Extracted records
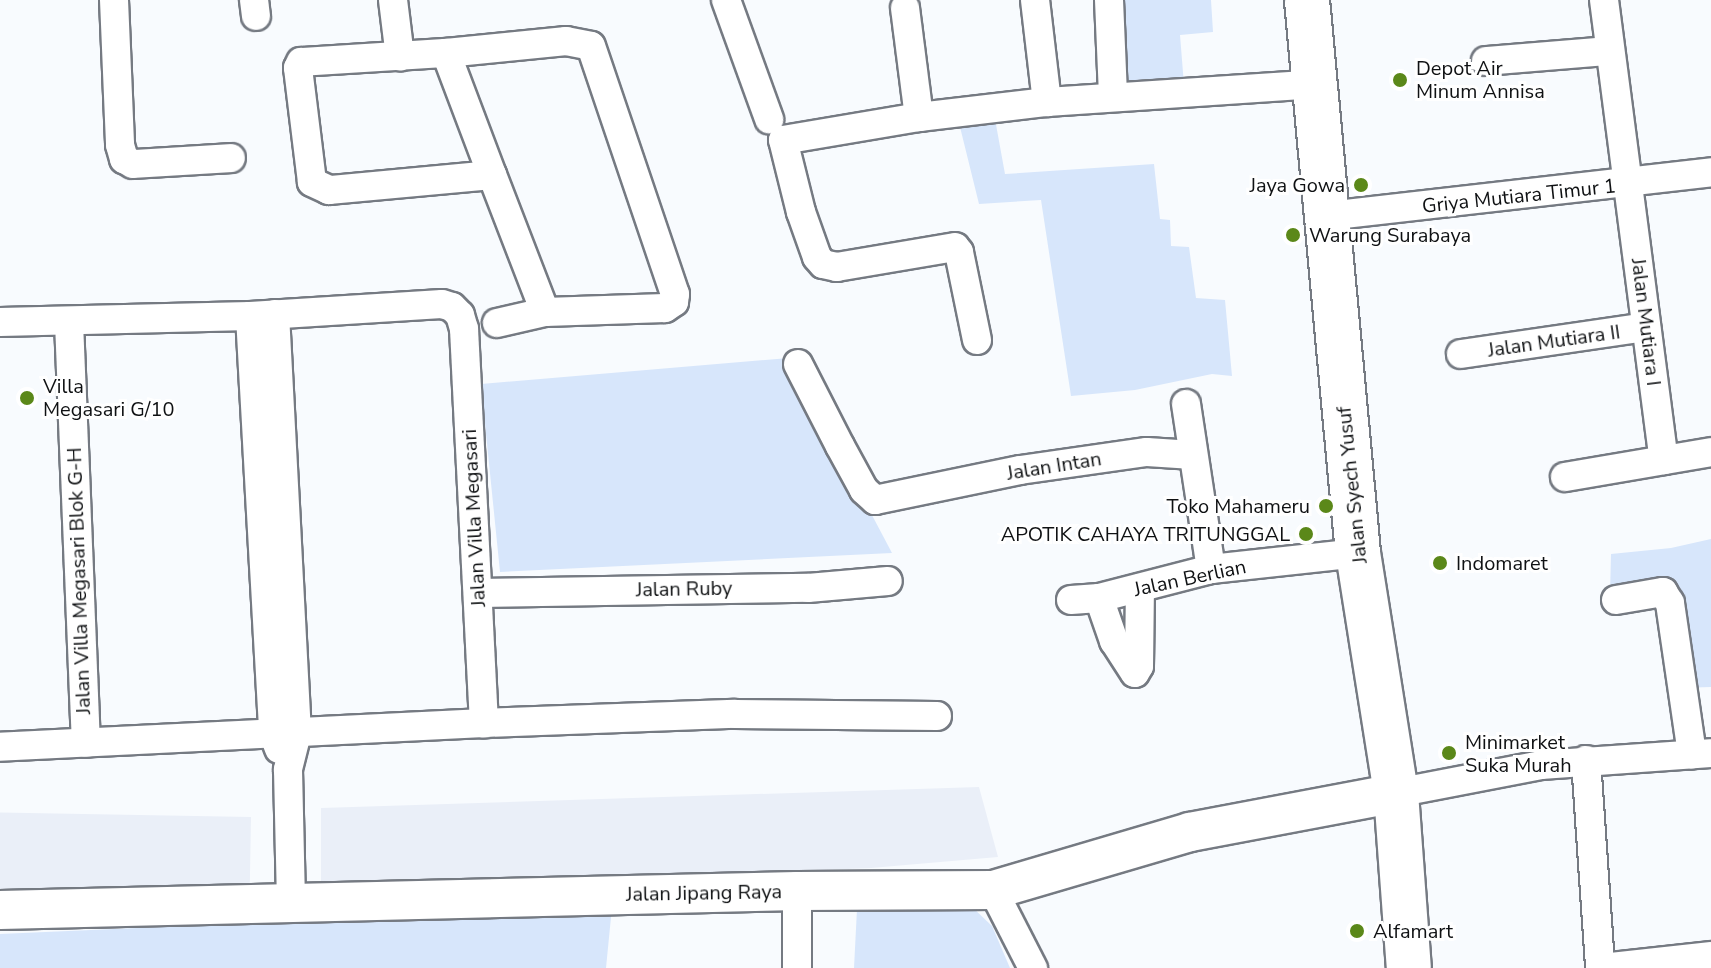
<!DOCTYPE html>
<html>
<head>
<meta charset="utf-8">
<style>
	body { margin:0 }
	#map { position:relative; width:1711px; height:968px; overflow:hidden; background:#f8fbfe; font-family:"Nunito Sans",sans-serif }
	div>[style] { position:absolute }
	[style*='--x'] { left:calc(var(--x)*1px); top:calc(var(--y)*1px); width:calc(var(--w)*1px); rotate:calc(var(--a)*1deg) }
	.built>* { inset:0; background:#eaeff8; transform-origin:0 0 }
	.green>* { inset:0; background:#d7e6fb }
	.roads { filter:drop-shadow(2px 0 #757a82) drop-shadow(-2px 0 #757a82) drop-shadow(0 2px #757a82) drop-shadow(0 -2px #757a82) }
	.minor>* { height:28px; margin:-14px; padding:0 14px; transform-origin:14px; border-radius:14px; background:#fff }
	.secondary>* { height:38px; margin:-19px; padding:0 19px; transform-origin:19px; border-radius:19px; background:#fff }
	.primary>* { height:44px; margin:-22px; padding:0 22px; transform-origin:22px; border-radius:22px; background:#fff }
	.dots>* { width:22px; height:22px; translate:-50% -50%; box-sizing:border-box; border:4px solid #fff; border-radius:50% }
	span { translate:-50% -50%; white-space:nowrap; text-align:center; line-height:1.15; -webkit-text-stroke:6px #fff; paint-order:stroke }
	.poi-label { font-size:20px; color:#0f1113 }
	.left { translate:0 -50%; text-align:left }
	.right { translate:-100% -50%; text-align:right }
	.street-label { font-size:20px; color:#0f1113 }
</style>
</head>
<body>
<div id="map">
	<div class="built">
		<div style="clip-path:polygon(979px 787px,998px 857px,871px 868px,321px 892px,321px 808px)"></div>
		<div style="left:251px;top:817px;width:77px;height:251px;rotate:91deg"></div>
	</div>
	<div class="green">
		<div style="clip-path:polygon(1125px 0,1211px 0,1213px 32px,1180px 35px,1184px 85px,1115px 88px,1118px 2px)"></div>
		<div style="clip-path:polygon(995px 119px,1005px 174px,1154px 164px,1160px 219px,1170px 220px,1171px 246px,1189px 247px,1196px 298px,1225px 300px,1232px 376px,1212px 374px,1135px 390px,1071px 396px,1041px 200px,979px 204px,960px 127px)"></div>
		<div style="clip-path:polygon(789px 358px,892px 553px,500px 572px,481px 384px)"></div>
		<div style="clip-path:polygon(1711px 539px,1711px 687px,1679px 688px,1663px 589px,1610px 594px,1611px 554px,1671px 548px)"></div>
		<div style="clip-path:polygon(970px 905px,992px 926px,1010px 968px,854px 968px,857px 909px)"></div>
		<div style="clip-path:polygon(612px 907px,606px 968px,0 968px,0 934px)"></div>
	</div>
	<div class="roads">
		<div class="minor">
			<div style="--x:114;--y:0;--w:145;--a:87.6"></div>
			<div style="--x:120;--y:145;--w:15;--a:74"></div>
			<div style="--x:124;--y:159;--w:10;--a:29"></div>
			<div style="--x:133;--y:164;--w:98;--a:-3.5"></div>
			<div style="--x:254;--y:0;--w:16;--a:83"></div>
			<div style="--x:393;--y:0;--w:57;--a:83"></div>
			<div style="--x:726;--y:0;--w:127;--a:70.1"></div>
			<div style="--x:1035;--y:0;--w:103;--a:83.3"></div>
			<div style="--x:1109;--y:0;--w:97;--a:87.6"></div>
			<div style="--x:1604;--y:0;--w:464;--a:82.6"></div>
			<div style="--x:905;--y:8;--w:110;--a:82.7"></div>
			<div style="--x:446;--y:53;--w:121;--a:-5.7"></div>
			<div style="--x:566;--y:41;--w:25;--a:11"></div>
			<div style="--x:591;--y:46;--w:262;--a:71.3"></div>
			<div style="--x:675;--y:294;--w:8;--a:97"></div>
			<div style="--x:674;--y:302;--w:11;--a:146"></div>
			<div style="--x:665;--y:308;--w:120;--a:178.1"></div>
			<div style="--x:545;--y:312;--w:147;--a:-111.1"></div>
			<div style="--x:446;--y:53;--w:130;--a:69.3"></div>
			<div style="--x:492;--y:175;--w:164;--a:174.7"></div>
			<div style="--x:329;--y:190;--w:19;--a:-155"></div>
			<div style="--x:312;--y:182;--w:115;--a:-97"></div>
			<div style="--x:298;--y:68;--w:7;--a:-63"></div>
			<div style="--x:301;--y:62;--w:145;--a:-3.6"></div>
			<div style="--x:1486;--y:61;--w:122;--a:-4.7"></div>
			<div style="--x:1327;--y:216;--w:387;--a:-6.5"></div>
			<div style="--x:275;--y:314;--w:420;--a:87"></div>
			<div style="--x:297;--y:733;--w:38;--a:104"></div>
			<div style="--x:288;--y:770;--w:133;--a:88.7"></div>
			<div style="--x:250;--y:316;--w:418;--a:86.8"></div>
			<div style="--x:273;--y:733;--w:17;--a:69"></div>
			<div style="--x:0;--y:322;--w:250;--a:-1.4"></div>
			<div style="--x:250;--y:316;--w:192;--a:-3.6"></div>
			<div style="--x:442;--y:304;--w:10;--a:17"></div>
			<div style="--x:452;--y:307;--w:11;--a:45"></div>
			<div style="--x:460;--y:315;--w:15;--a:74"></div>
			<div style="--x:464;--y:329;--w:395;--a:87.1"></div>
			<div style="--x:484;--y:723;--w:485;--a:177.2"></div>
			<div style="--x:69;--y:322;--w:421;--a:87.7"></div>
			<div style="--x:497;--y:323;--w:49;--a:-12.9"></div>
			<div style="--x:977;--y:340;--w:90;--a:-101.6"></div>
			<div style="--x:959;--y:252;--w:6;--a:-129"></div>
			<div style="--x:955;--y:247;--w:120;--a:170.4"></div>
			<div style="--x:837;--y:267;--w:14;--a:-168"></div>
			<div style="--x:823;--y:264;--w:9;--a:-131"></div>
			<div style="--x:817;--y:257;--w:48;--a:-109.6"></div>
			<div style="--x:801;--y:212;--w:74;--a:-104"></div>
			<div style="--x:783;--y:140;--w:138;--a:-9.6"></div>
			<div style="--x:919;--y:117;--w:129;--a:-6.7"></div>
			<div style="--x:1047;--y:102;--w:270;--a:-3.8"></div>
			<div style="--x:1461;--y:354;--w:187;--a:-8.3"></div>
			<div style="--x:798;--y:364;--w:92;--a:62.9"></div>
			<div style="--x:840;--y:446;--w:50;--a:61.4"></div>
			<div style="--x:864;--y:490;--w:15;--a:42"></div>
			<div style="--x:875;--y:500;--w:148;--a:-11.7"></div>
			<div style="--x:1020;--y:470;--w:128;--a:-8.1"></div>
			<div style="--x:1147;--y:452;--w:46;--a:3.7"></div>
			<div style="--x:1186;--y:404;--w:167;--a:81.4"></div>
			<div style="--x:1565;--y:477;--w:148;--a:-9.7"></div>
			<div style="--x:479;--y:593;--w:329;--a:-0.9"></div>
			<div style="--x:808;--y:588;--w:80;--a:-5"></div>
			<div style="--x:1099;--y:598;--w:46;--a:70.8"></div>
			<div style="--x:1114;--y:641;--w:38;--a:57"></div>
			<div style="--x:1135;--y:673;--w:8;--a:-60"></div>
			<div style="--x:1139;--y:666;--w:78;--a:-89.3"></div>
			<div style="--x:1071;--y:600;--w:28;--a:-4"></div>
			<div style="--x:1099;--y:598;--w:116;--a:-14.5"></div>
			<div style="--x:1211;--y:569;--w:148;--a:-6.2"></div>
			<div style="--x:1616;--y:600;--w:48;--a:-9.7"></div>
			<div style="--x:1663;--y:592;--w:13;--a:58"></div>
			<div style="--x:1670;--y:603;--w:153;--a:81.7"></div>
			<div style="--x:484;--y:723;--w:251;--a:-2.1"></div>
			<div style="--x:735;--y:714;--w:202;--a:0.6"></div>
			<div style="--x:1586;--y:760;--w:208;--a:86.1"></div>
			<div style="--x:1396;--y:793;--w:148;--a:-10.9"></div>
			<div style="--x:1541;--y:765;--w:170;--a:-4"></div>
			<div style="--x:993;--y:890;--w:88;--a:62.9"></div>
			<div style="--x:797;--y:968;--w:77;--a:-90"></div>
			<div style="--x:1602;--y:968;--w:110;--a:-6.3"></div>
		</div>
		<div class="secondary">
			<div style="--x:0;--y:910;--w:797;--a:-1.37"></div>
			<div style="--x:797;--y:891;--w:196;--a:-0.3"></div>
			<div style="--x:993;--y:890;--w:205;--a:-16.4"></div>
			<div style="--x:1190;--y:832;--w:210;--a:-10.7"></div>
		</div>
		<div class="primary">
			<div style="--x:1307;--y:0;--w:555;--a:84.73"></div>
			<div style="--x:1358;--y:553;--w:243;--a:81"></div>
			<div style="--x:1396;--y:793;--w:175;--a:85.8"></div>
		</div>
	</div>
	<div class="dots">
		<div style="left:1400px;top:80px;background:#5b8819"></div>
		<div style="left:1361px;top:185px;background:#5b8819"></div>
		<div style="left:1293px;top:235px;background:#5b8819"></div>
		<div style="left:27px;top:398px;background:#5b8819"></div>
		<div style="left:1326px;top:506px;background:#5b8819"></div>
		<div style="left:1306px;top:534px;background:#5b8819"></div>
		<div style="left:1440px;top:563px;background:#5b8819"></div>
		<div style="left:1449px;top:753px;background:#5b8819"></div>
		<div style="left:1357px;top:931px;background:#5b8819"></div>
	</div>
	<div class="poi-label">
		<span class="left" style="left:1416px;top:80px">Depot Air<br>Minum Annisa</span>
		<span class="right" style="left:1345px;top:185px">Jaya Gowa</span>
		<span class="left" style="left:1309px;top:235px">Warung Surabaya</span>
		<span class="left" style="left:43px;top:398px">Villa<br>Megasari G/10</span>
		<span class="right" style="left:1310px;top:506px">Toko Mahameru</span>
		<span class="right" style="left:1290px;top:534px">APOTIK CAHAYA TRITUNGGAL</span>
		<span class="left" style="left:1456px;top:563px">Indomaret</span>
		<span class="left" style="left:1465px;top:754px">Minimarket<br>Suka Murah</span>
		<span class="left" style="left:1373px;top:931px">Alfamart</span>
	</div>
	<div class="street-label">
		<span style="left:1519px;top:196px;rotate:-6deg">Griya Mutiara Timur 1</span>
		<span style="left:1646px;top:322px;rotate:83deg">Jalan Mutiara I</span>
		<span style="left:1554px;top:341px;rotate:-8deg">Jalan Mutiara II</span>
		<span style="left:1054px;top:466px;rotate:-9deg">Jalan Intan</span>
		<span style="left:1352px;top:485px;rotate:-96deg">Jalan Syech Yusuf</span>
		<span style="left:474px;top:518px;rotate:-93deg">Jalan Villa Megasari</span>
		<span style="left:1190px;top:578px;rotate:-12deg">Jalan Berlian</span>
		<span style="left:79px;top:581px;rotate:-92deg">Jalan Villa Megasari Blok G-H</span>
		<span style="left:684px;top:589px;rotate:-1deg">Jalan Ruby</span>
		<span style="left:704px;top:893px;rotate:-1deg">Jalan Jipang Raya</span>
	</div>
</div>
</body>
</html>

▸ Problem
Repeat the lines exactly as they stand, from the opening line of the data through the line with "translate:-100% -50%; text-align:right". Pictures stay out of the copy.

▸ Response box
<!DOCTYPE html>
<html>
<head>
<meta charset="utf-8">
<style>
	body { margin:0 }
	#map { position:relative; width:1711px; height:968px; overflow:hidden; background:#f8fbfe; font-family:"Nunito Sans",sans-serif }
	div>[style] { position:absolute }
	[style*='--x'] { left:calc(var(--x)*1px); top:calc(var(--y)*1px); width:calc(var(--w)*1px); rotate:calc(var(--a)*1deg) }
	.built>* { inset:0; background:#eaeff8; transform-origin:0 0 }
	.green>* { inset:0; background:#d7e6fb }
	.roads { filter:drop-shadow(2px 0 #757a82) drop-shadow(-2px 0 #757a82) drop-shadow(0 2px #757a82) drop-shadow(0 -2px #757a82) }
	.minor>* { height:28px; margin:-14px; padding:0 14px; transform-origin:14px; border-radius:14px; background:#fff }
	.secondary>* { height:38px; margin:-19px; padding:0 19px; transform-origin:19px; border-radius:19px; background:#fff }
	.primary>* { height:44px; margin:-22px; padding:0 22px; transform-origin:22px; border-radius:22px; background:#fff }
	.dots>* { width:22px; height:22px; translate:-50% -50%; box-sizing:border-box; border:4px solid #fff; border-radius:50% }
	span { translate:-50% -50%; white-space:nowrap; text-align:center; line-height:1.15; -webkit-text-stroke:6px #fff; paint-order:stroke }
	.poi-label { font-size:20px; color:#0f1113 }
	.left { translate:0 -50%; text-align:left }
	.right { translate:-100% -50%; text-align:right }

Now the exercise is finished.